Tuesday, October 4, 2011

The Bad Term

I have to start out by telling you that writing this post was hard to write because I had to think deeply about situations that hurt me in my past and the label that I live under.

The Bad term is what I call the stigma and label that comes along with having dyslexia. When people heard that you has dyslexia they seem to start looking at you sideways. With that simple statement you have turned their view of you upside down. Before telling them this you where normal and just like them, and now there is something “wrong” with you, or at least different about you. And to make it worst the thing that is “wrong” is invisible, so it sneaks up on people. Like sharks, spiders, or things in the dark- think about it people hate the unknown. There are many signs of dyslexia, but no one can walk down the street and tell you if you have dyslexia. So it shocks people when they find out about it.

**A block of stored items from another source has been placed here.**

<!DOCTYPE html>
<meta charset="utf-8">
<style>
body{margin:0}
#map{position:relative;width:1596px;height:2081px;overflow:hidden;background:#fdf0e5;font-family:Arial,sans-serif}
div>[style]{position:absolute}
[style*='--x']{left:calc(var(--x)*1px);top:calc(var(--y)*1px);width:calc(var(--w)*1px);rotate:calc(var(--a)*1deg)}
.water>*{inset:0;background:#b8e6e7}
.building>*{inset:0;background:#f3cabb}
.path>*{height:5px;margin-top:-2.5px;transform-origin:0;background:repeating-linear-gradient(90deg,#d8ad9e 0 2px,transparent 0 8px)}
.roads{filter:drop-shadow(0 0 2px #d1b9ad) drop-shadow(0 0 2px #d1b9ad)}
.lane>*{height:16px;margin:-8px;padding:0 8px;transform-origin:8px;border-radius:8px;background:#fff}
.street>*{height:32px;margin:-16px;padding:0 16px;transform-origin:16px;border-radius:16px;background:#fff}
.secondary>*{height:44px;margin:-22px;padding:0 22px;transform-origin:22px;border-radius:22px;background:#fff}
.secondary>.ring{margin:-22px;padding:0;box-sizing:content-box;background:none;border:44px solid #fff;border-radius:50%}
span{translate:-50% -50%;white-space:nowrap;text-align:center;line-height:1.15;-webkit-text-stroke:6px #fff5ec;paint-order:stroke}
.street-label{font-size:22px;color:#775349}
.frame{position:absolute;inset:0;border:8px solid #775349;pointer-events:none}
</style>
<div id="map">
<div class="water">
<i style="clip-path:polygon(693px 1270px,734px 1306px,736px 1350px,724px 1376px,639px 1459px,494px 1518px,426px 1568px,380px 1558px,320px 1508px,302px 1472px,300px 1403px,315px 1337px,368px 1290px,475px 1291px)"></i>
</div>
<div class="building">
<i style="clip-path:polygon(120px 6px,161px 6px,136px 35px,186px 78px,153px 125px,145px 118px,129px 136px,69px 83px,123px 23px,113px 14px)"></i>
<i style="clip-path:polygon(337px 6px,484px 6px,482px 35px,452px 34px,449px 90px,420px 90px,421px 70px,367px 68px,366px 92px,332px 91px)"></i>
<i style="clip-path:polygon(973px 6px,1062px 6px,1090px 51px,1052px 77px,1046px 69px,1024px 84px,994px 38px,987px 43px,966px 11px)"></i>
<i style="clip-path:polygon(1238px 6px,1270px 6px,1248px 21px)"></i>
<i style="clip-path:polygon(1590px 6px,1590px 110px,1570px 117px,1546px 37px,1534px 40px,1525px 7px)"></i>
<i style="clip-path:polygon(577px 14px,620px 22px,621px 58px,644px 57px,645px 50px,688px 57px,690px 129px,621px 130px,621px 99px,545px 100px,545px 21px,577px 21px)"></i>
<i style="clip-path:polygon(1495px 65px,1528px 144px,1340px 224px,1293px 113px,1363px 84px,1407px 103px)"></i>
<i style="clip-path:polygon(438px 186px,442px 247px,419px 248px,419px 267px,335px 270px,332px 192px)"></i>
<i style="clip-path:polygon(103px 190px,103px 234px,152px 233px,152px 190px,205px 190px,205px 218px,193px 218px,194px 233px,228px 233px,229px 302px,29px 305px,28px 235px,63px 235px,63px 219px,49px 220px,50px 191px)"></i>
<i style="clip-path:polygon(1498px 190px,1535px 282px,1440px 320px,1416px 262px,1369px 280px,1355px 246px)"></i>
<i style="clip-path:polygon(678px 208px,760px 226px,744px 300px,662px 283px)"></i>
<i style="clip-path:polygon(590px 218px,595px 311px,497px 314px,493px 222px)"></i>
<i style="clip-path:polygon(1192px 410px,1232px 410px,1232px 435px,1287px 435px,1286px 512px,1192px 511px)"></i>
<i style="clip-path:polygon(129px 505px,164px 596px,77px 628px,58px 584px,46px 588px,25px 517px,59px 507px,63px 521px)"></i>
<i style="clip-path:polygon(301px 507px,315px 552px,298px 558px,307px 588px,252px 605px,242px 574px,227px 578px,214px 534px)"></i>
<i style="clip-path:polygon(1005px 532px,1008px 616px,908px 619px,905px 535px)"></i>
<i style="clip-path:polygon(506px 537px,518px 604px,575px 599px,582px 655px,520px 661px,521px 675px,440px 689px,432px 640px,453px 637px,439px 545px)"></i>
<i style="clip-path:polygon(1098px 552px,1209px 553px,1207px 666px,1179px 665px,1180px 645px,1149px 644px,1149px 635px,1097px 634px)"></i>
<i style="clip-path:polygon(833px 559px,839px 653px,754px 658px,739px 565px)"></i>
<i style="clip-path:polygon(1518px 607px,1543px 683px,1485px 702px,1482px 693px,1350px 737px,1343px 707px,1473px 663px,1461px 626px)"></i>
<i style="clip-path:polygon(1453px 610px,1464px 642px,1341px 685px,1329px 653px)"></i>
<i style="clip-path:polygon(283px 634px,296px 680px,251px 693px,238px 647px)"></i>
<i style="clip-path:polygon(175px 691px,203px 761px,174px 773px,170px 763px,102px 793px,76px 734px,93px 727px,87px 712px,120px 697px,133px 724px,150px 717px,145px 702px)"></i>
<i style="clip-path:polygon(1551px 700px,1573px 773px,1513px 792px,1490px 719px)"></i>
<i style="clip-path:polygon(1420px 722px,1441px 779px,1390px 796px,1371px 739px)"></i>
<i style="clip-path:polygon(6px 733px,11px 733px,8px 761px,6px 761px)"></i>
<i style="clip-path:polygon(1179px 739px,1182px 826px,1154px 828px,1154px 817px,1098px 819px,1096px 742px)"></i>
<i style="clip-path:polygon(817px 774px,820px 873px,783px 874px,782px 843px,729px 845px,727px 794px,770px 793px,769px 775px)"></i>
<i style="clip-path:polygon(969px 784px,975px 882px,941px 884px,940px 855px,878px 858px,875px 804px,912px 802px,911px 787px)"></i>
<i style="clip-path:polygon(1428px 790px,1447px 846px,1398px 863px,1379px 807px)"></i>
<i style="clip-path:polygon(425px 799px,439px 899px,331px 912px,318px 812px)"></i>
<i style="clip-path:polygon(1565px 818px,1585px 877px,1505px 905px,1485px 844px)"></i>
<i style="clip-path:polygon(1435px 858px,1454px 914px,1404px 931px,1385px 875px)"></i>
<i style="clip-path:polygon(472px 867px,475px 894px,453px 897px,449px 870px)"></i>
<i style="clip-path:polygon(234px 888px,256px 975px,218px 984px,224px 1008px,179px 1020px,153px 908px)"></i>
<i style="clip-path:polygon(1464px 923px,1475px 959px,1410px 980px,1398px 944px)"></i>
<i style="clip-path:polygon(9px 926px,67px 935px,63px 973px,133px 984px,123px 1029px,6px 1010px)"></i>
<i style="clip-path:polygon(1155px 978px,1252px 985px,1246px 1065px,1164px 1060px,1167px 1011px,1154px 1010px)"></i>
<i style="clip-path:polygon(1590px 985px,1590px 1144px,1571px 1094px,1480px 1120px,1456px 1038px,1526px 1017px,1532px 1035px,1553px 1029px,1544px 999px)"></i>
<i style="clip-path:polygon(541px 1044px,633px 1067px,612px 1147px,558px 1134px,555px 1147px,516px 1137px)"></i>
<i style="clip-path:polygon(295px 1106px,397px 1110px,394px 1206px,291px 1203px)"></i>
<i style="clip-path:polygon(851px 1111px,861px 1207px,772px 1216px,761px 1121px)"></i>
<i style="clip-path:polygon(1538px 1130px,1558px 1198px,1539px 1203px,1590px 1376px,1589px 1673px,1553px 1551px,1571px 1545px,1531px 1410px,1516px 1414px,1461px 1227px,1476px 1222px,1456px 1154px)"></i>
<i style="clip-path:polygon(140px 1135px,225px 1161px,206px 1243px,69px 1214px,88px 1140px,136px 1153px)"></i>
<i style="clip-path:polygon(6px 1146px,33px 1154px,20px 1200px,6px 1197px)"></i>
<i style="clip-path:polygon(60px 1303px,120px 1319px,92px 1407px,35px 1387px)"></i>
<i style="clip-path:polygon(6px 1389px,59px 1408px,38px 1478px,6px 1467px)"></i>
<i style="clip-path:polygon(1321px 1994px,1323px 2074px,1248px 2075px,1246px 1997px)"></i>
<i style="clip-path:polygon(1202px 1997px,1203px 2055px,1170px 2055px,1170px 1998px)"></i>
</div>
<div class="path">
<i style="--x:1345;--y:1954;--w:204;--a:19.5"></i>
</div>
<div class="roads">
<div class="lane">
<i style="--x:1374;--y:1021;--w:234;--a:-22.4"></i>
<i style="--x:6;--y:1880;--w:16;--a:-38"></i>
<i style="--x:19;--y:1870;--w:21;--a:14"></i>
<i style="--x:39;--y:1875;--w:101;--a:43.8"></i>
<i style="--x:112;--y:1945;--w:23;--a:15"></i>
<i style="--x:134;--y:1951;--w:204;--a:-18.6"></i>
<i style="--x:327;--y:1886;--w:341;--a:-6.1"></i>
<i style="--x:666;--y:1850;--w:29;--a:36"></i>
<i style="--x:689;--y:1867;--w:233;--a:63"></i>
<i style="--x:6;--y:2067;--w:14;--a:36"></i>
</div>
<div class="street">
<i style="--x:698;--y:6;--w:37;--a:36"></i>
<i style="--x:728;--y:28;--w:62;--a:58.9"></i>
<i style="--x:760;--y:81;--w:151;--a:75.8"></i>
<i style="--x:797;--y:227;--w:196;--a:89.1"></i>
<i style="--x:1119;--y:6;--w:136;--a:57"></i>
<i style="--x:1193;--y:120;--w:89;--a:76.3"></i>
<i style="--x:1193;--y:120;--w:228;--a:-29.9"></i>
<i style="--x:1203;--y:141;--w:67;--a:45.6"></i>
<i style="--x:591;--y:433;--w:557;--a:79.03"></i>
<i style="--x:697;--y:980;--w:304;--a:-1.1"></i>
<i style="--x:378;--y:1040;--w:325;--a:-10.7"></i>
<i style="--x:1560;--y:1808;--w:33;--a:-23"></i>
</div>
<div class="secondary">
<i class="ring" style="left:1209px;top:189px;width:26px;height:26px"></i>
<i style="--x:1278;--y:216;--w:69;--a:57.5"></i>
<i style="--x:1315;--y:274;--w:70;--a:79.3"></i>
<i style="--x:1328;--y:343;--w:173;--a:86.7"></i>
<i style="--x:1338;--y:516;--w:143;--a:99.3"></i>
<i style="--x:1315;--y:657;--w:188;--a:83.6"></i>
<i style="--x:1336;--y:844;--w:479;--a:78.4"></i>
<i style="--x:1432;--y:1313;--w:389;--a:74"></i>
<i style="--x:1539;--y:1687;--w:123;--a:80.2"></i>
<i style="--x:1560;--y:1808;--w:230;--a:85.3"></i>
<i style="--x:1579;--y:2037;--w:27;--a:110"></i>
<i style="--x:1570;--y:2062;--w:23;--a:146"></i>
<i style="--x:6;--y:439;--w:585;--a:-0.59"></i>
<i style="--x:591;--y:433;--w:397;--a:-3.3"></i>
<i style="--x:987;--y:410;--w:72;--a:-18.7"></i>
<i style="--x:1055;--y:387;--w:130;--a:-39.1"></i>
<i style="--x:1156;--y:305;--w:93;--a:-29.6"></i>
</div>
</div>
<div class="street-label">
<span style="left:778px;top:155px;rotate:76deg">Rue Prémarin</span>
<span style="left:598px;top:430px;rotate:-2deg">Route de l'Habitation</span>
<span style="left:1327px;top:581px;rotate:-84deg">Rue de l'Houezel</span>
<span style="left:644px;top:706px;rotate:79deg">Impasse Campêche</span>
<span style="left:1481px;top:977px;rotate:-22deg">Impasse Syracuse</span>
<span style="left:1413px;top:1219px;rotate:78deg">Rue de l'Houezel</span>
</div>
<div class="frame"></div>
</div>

And on top of being invisible, dyslexia is hard to communicate to people in how it affects us. I have a really hard time to find words, or examples to tell to people, and I like words. It is hard to share the daily frustrations and failures that are a part of our lives and expect people to understand. It is not human nature to tell people about what are our failures are in life. Especially when we think that no one will understand.

The hard truth is that some people are going to make decisions about you when they hear you have dyslexia. Here is a personal example from my past. This took place in my third grade classroom during one of the open houses that year. The open house had been going for a while and most of the parents and kids were just visiting with each other. I overheard one of my “friends” telling their parents that I had dyslexia and that I went to special education everyday, which was all true and I was not ashamed of this. To me it was just a part of my life.

The next thing that I know my “friend’s” parents came over to a talk to me. They made small talk for a little bit, and then said, “I am so sorry to hear that you have dyslexia.” To which I think I replied with something like, “Umm, thank you.” I mean what do you say back to that? They went on to say something that forever changed my life- “And that the only job you will every get is as a Wal-mart Greeter.”

I was in the third grade when these people outlined my whole path in life. Their opinions were that having dyslexia was a death sentence for having a real job or being a productive member of society. Since that day I have done everything in my power not to believe that opinion of me because I don’t want those people to define my life. Ever.

I try not to think about what people have said about my life and what I would end up like, since most of them have been really, really off base. And the only way to show what I mean is to tell you about me. So the next post I will be writing will be my story. Be excited!

Also if there is anything you would like me to talk about please feel free to comment and ask me to write a piece about that topic.

Tool #3- I wish that this was a perfect world where labels and stigmas don’t exist, but we don’t live there. My honest opinion about people, who label you, is to not be friends, or hang out with them. Most people are a little scared about a person that have a challenge they don’t understand, and my response to that it talk about dyslexia- the good things about it and the challenging parts of it. Help people to understand what is going on in your brain and that you are just like them. Only your brain is different. I know it is hard, but people need to hear about what it is like to be us. We are a part of society and we have a lot of good to offer to this world. Never forget that.